Beruang: AI-powered financial intelligence from zero to production in 8 weeks.
Beruang is a financial intelligence platform built around live market signals, calmer portfolio awareness, and AI-supported interpretation. OpenCraft designed the system architecture, built the data pipeline, and shipped the product surface that connects market movement to user-facing decision support.

8 weeks
Time to production
50K+/day
Market signals processed
94%
Portfolio alert accuracy
6 APIs
Systems integrated
The challenge
Financial data moves fast, but most retail investment tools either overwhelm users with raw data or oversimplify into useless summaries. The Beruang team needed a system that could process thousands of market signals daily and translate them into actionable, calm portfolio awareness.
The core technical challenges: real-time data ingestion from 6 different API sources with varying latency profiles, AI-powered interpretation that stays accurate during volatile market conditions, and alert systems that catch real risks without triggering false alarms.
Our approach
We followed our standard four-phase delivery model: audit, build, test, and ship. The 8-week timeline was aggressive but achievable because we scoped ruthlessly โ no feature survived unless it directly served portfolio decision-making.
Discovery & Architecture
- Mapped financial data sources and market signal requirements
- Designed event-driven architecture for real-time data ingestion
- Defined AI model requirements for market interpretation and alert generation
- Scoped the user-facing decision support interface
Core Pipeline Build
- Built real-time market data ingestion pipeline processing 50K+ signals daily
- Integrated 6 external APIs (market feeds, news, sentiment, macro indicators)
- Developed AI-powered portfolio monitoring with configurable alert thresholds
- Implemented natural language market interpretation layer using LLM chains
Product Surface & Testing
- Built the user-facing dashboard with live portfolio views and signal overlays
- Added AI-generated market summaries tuned for readability over technical depth
- Load-tested the pipeline under peak market hours (9:00-11:30 WIB)

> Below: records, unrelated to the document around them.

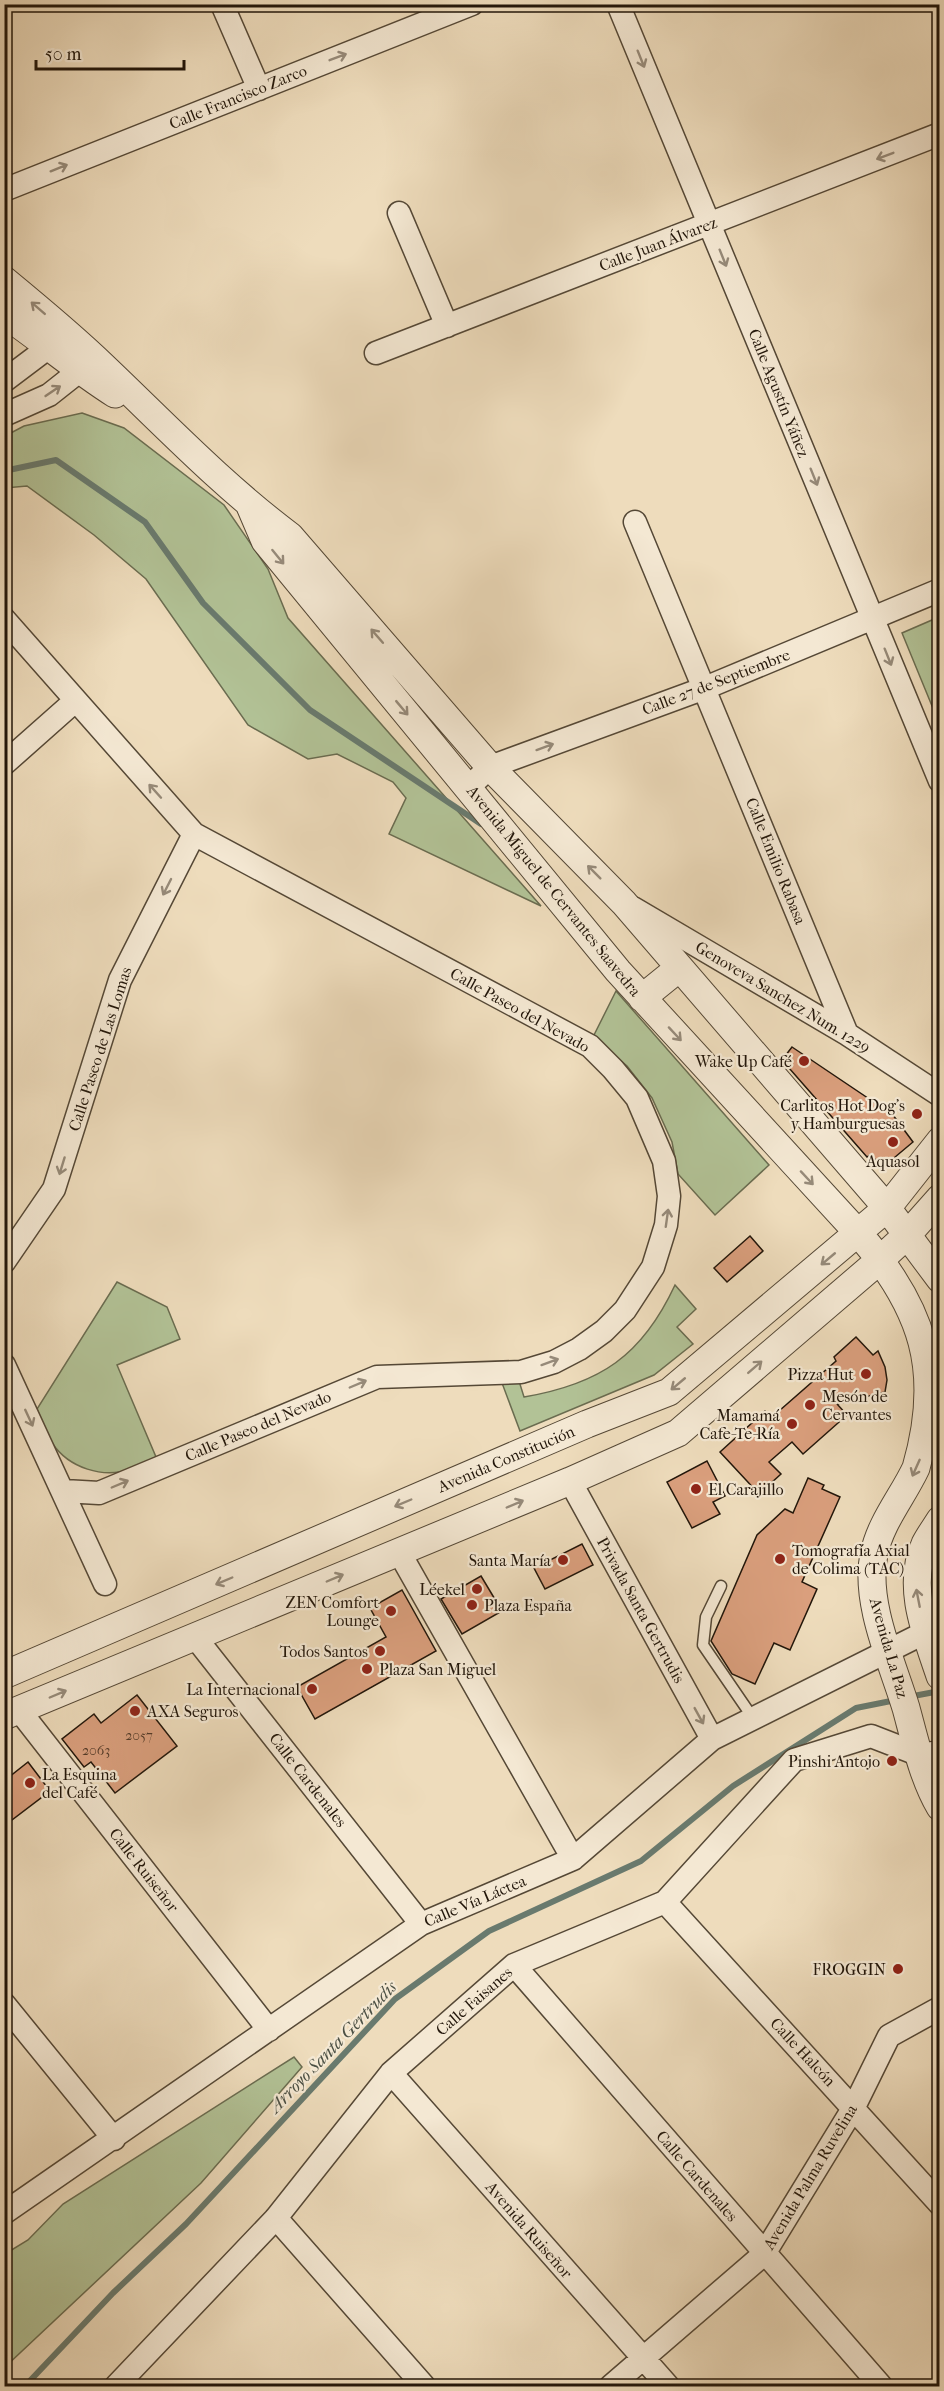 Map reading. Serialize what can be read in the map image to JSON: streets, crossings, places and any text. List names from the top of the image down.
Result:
{
  "streets": {
    "street": [
      "Calle Francisco Zarco",
      "Calle Juan Álvarez",
      "Calle Agustín Yáñez",
      "Calle 27 de Septiembre",
      "Calle Emilio Rabasa",
      "Avenida Miguel de Cervantes Saavedra",
      "Genoveva Sanchez Num. 1229",
      "Calle Paseo del Nevado",
      "Calle Paseo de Las Lomas",
      "Avenida Constitución",
      "Privada Santa Gertrudis",
      "Avenida La Paz",
      "Calle Cardenales",
      "Calle Ruiseñor",
      "Calle Vía Láctea",
      "Calle Faisanes",
      "Calle Halcón",
      "Avenida Palma Ruvelina",
      "Avenida Ruiseñor"
    ]
  },
  "crossings": [
    ["Calle Juan Álvarez", "Calle Agustín Yáñez"],
    ["Calle Agustín Yáñez", "Calle 27 de Septiembre"],
    ["Calle 27 de Septiembre", "Calle Emilio Rabasa"],
    ["Calle 27 de Septiembre", "Avenida Miguel de Cervantes Saavedra"],
    ["Calle Emilio Rabasa", "Genoveva Sanchez Num. 1229"],
    ["Avenida Miguel de Cervantes Saavedra", "Genoveva Sanchez Num. 1229"],
    ["Avenida Miguel de Cervantes Saavedra", "Avenida Constitución"],
    ["Avenida Miguel de Cervantes Saavedra", "Avenida La Paz"],
    ["Calle Paseo del Nevado", "Calle Paseo de Las Lomas"],
    ["Privada Santa Gertrudis", "Calle Vía Láctea"],
    ["Avenida La Paz", "Calle Vía Láctea"],
    ["Avenida La Paz", "Calle Faisanes"],
    ["Calle Cardenales", "Calle Vía Láctea"],
    ["Calle Cardenales", "Calle Faisanes"],
    ["Calle Cardenales", "Avenida Palma Ruvelina"],
    ["Calle Ruiseñor", "Calle Vía Láctea"],
    ["Calle Faisanes", "Calle Halcón"],
    ["Calle Faisanes", "Avenida Ruiseñor"],
    ["Calle Halcón", "Avenida Palma Ruvelina"],
    ["Avenida Palma Ruvelina", "Avenida Ruiseñor"]
  ],
  "one_way": [
    "Calle Francisco Zarco",
    "Calle Juan Álvarez",
    "Calle Agustín Yáñez",
    "Calle 27 de Septiembre",
    "Calle Paseo de Las Lomas",
    "Avenida La Paz"
  ],
  "water": ["Arroyo Santa Gertrudis"],
  "places": [
    "Wake Up Café",
    "Carlitos Hot Dog's y Hamburguesas",
    "Aquasol",
    "Pizza Hut",
    "Mesón de Cervantes",
    "Mamamá Cafe-Te-Ría",
    "El Carajillo",
    "Tomografía Axial de Colima (TAC)",
    "Santa María",
    "Léekel",
    "Plaza España",
    "ZEN Comfort Lounge",
    "Todos Santos",
    "Plaza San Miguel",
    "La Internacional",
    "AXA Seguros",
    "Pinshi Antojo",
    "La Esquina del Café",
    "FROGGIN"
  ],
  "house_numbers": ["2057", "2063"],
  "scale_bar": "50 m"
} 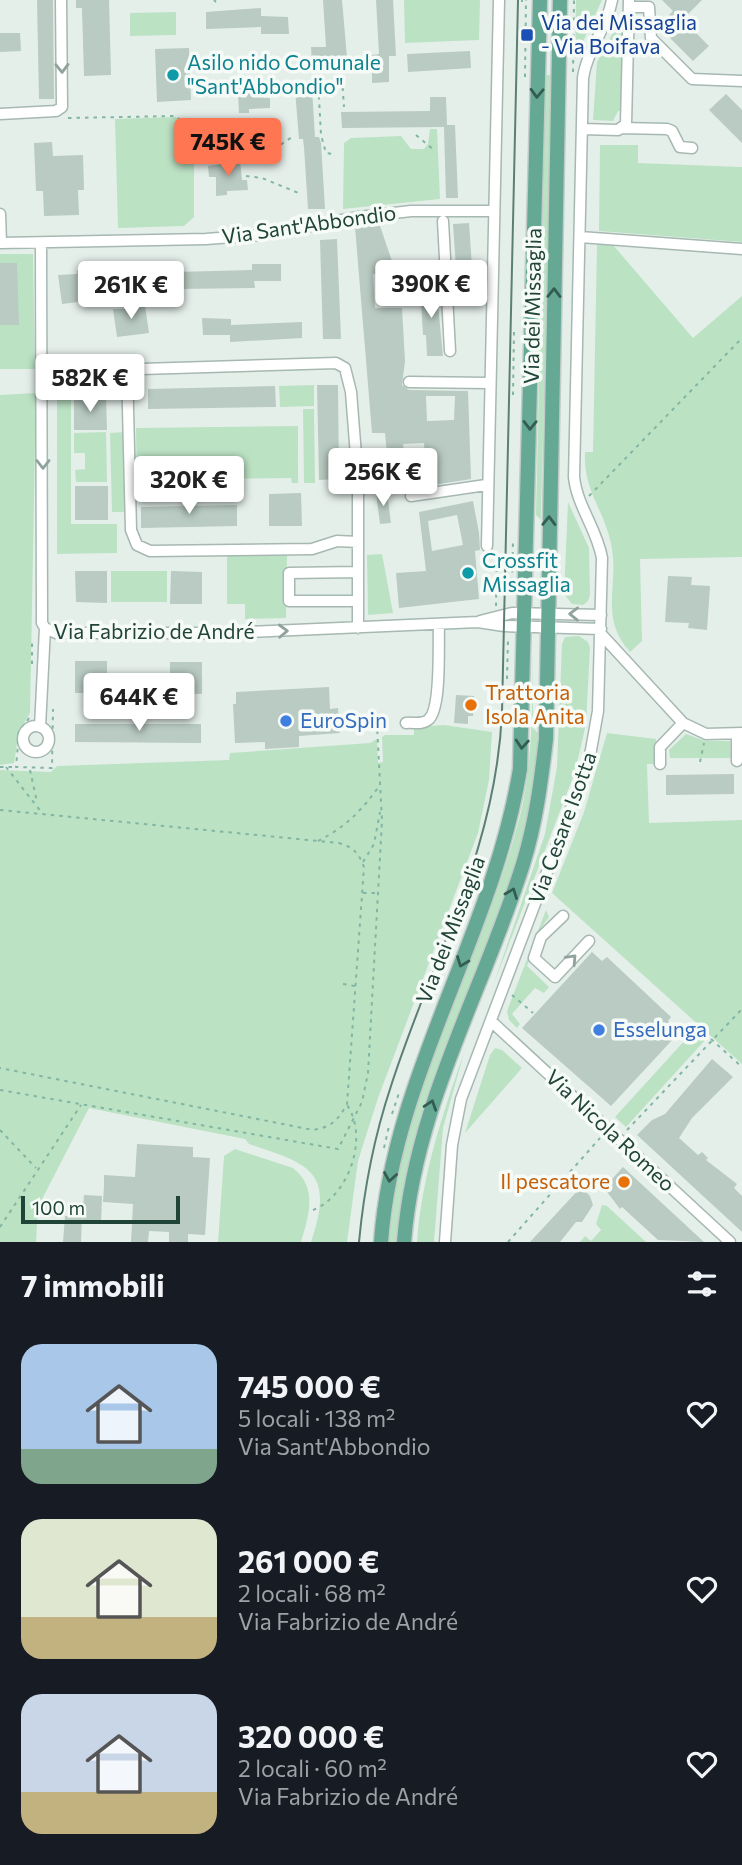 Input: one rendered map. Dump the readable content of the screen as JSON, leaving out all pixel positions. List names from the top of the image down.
{
  "streets": {
    "main road": ["Via dei Missaglia"],
    "street": [
      "Via Sant'Abbondio",
      "Via Fabrizio de André",
      "Via Cesare Isotta",
      "Via Nicola Romeo"
    ]
  },
  "crossings": [
    ["Via Sant'Abbondio", "Via dei Missaglia"],
    ["Via dei Missaglia", "Via Fabrizio de André"],
    ["Via Cesare Isotta", "Via Nicola Romeo"]
  ],
  "one_way": ["Via Fabrizio de André"],
  "places": {
    "transit": ["Via dei Missaglia - Via Boifava"],
    "other": [
      "Asilo nido Comunale \"Sant'Abbondio\"",
      "Crossfit Missaglia",
      "Trattoria Isola Anita",
      "EuroSpin",
      "Esselunga",
      "Il pescatore"
    ]
  },
  "scale_bar": "100 m",
  "page": {
    "price": [
      "745K €",
      "390K €",
      "261K €",
      "582K €",
      "256K €",
      "320K €",
      "644K €"
    ],
    "scale": "100 m",
    "heading": "7 immobili",
    "list": [
      {
        "name": "745 000 €",
        "note": "5 locali · 138 m² · Via Sant'Abbondio"
      },
      {
        "name": "261 000 €",
        "note": "2 locali · 68 m² · Via Fabrizio de André"
      },
      {
        "name": "320 000 €",
        "note": "2 locali · 60 m² · Via Fabrizio de André"
      }
    ]
  }
}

- Calibrated alert sensitivity to minimize false positives (achieved 94% accuracy)
Launch & Optimization
- Deployed to production with monitoring and alerting infrastructure
- Ran A/B tests on market summary formats to optimize user engagement
- Established weekly model review cadence to catch drift in signal quality
- Documented operational runbooks for the client engineering team
The impact
Real-time market intelligence
The pipeline processes 50,000+ market signals daily with sub-second latency, giving users a live view of portfolio-relevant market movements without manual monitoring.
AI-powered interpretation
Natural language market summaries translate complex signal clusters into readable insights. Users reported understanding market conditions 40% faster compared to raw data dashboards.
High-accuracy alert system
94% alert accuracy means users trust the notification system. During the first month of operation, the system correctly identified 3 significant portfolio risk events before they appeared in mainstream financial news.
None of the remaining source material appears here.